13Le ministère thaïlandais de l’Énergie souhaite aussi donner une place de choix au jatropha dans le cadre de la philosophie d’économie autosuffisante prônée par le roi de Thaïlande. Il s’agit de mettre en place des mini-usines de production au niveau des sous-districts qui permettraient aux agriculteurs de produire, grâce à la culture du jatropha, leur propre biodiesel pour alimenter leurs machines agricoles. Il existe plusieurs projets pilotes de ce type à Chiang Mai, à Khon Kaen et à Phichit. Plante peu productive et exigeant une agriculture à main-d’œuvre intensive (il faut cueillir les fruits un par un), le jatropha ne se prête pas à une exploitation commerciale.
14Dans ce secteur également, les subventions étatiques sont de rigueur. « Quand un paysan vient me voir et me dit : ‘je vais planter du jatropha, où puis-je vendre les graines ?’, je lui réponds qu’il vaut mieux qu’il s’arrête tout de suite », indique Sombat Chinawong, doyen de la faculté d’agriculture de Kasetsart (campus de Kamphaengsaen). « Le gouvernement doit subventionner les équipements nécessaires à l’ensemble du processus de production du biodiesel et à la transformation des sous-produits », estime-t-il.

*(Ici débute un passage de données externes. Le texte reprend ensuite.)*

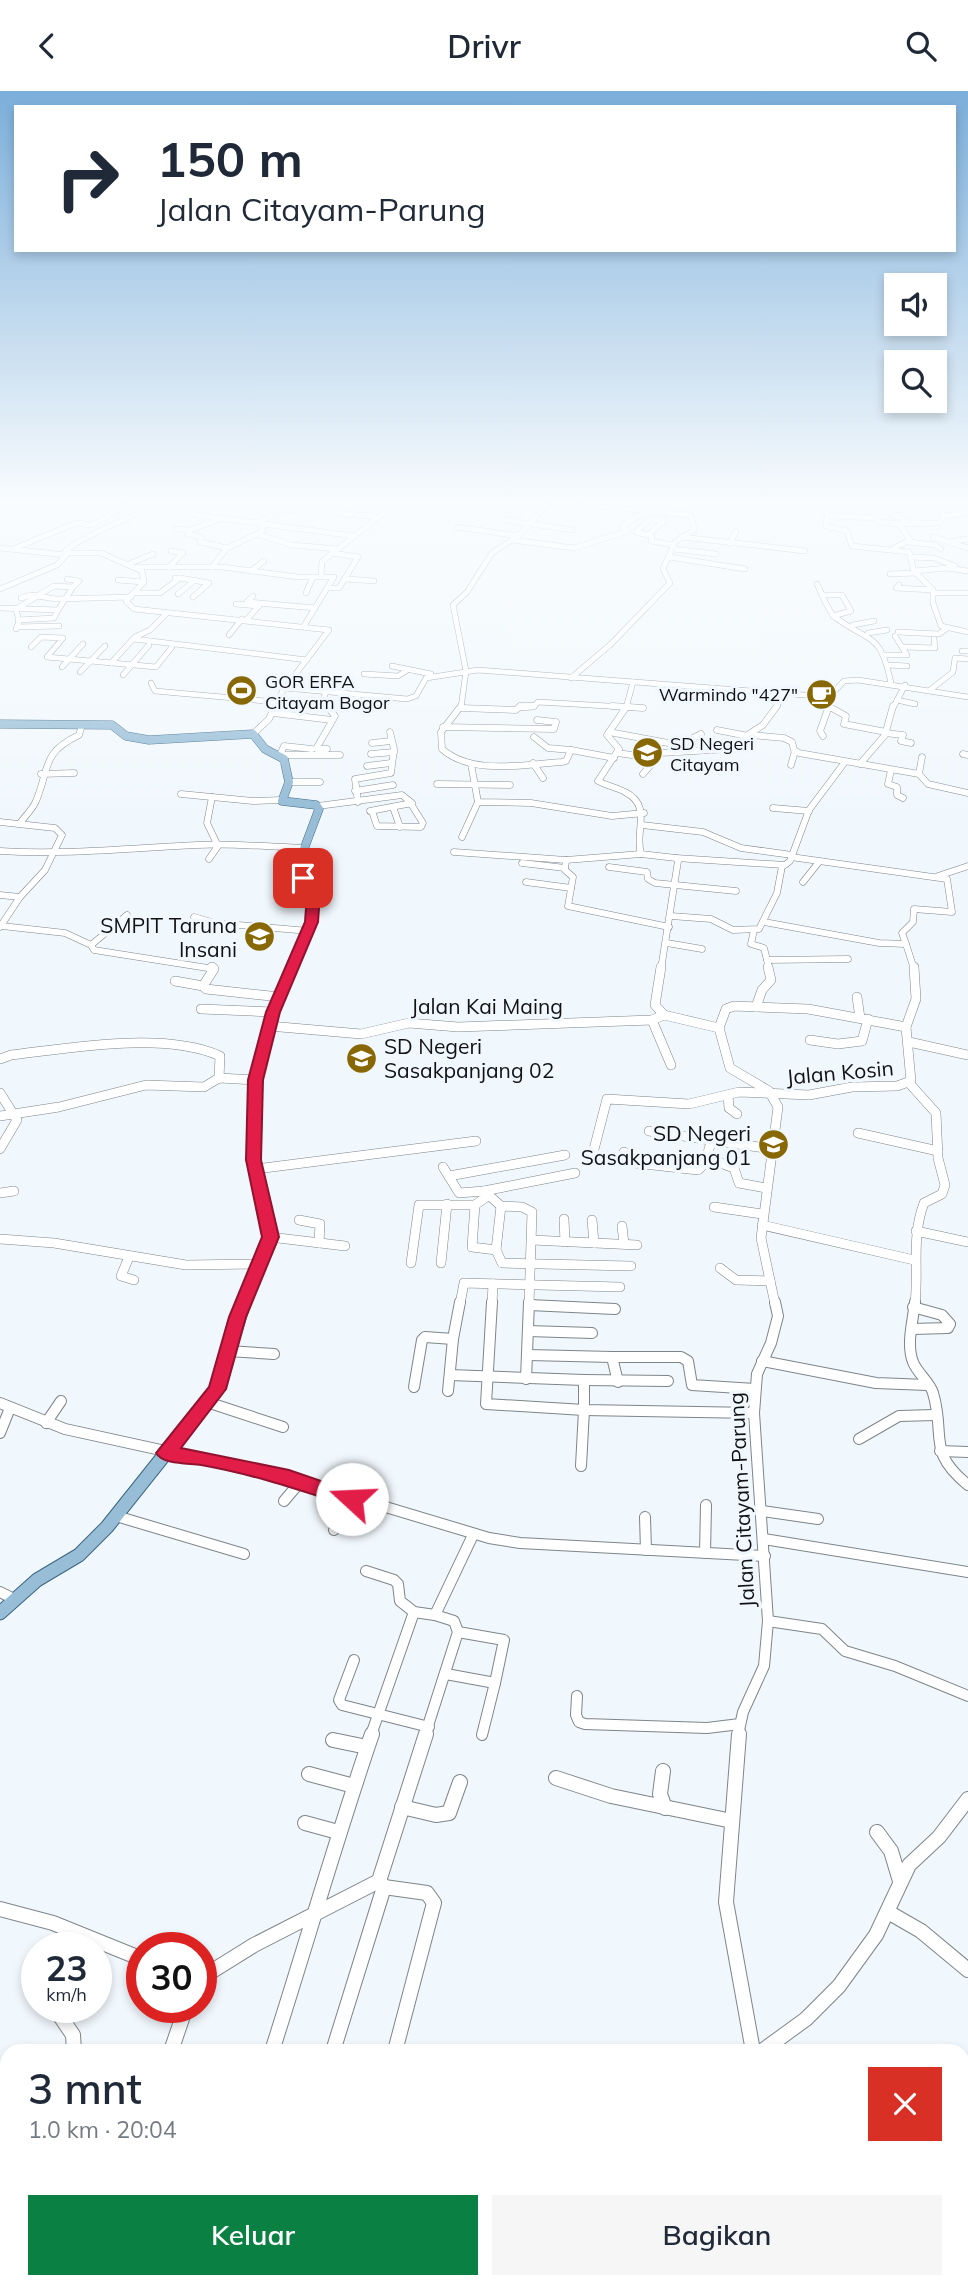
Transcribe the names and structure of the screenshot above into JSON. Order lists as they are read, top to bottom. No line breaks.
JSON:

La productivité du jatropha est si faible qu’un semblant de rentabilité est lié à l’utilisation de ses sous-produits (tiges, feuilles et résidus, après écrasement des graines) pour fabriquer papier, engrais et cloisons de plafonds.
15Les privilèges fiscaux accordés par TUE aux industriels européens du biodiesel semblent garantir de beaux jours aux exportateurs d’huile de palme. Malgré toutes ses faiblesses, le jatropha semble aussi attirer quelques clients du vieux continent parce qu’il est perçu comme moins destructeur de l’environnement. Des contacts ont été établis entre des firmes européennes et des cultivateurs de jatropha de l’est indonésien. Une firme néerlandaise a commandé, pour 2007, 500 000 tonnes d’huile pure de jatropha.
16Mais ces biocarburants de première génération ne sont-ils pas déjà dépassés ? Des universités américaines et européennes, ainsi que nombre de firmes occidentales, travaillent à l’utilisation d’autres produits végétaux pour fabriquer des biocarburants de seconde génération. Ces produits, dérivés du bois et d’autres fibres de la cellulose (herbe, sciure de bois, copeaux d’arbres à croissance rapide), présentent un énorme avantage par rapport à ceux de première génération : ils sont moins coûteux et plus durables. Récolter l’herbe déjà coupée ou la sciure rejetée par une scierie est une entreprise de bien moindre ampleur que planter des palmiers à huile. « Faire pousser, transporter et transformer du maïs pour produire un litre d’éthanol consomme autant d’énergie que celle contenue dans un litre d’éthanol », indique l’Earth Policy Institute dans un récent rapport. L’autre avantage considérable de ces produits fibreux, par rapport aux végétaux de première génération, est qu’ils sont beaucoup moins dévoreurs de sols et destructeurs de l’environnement.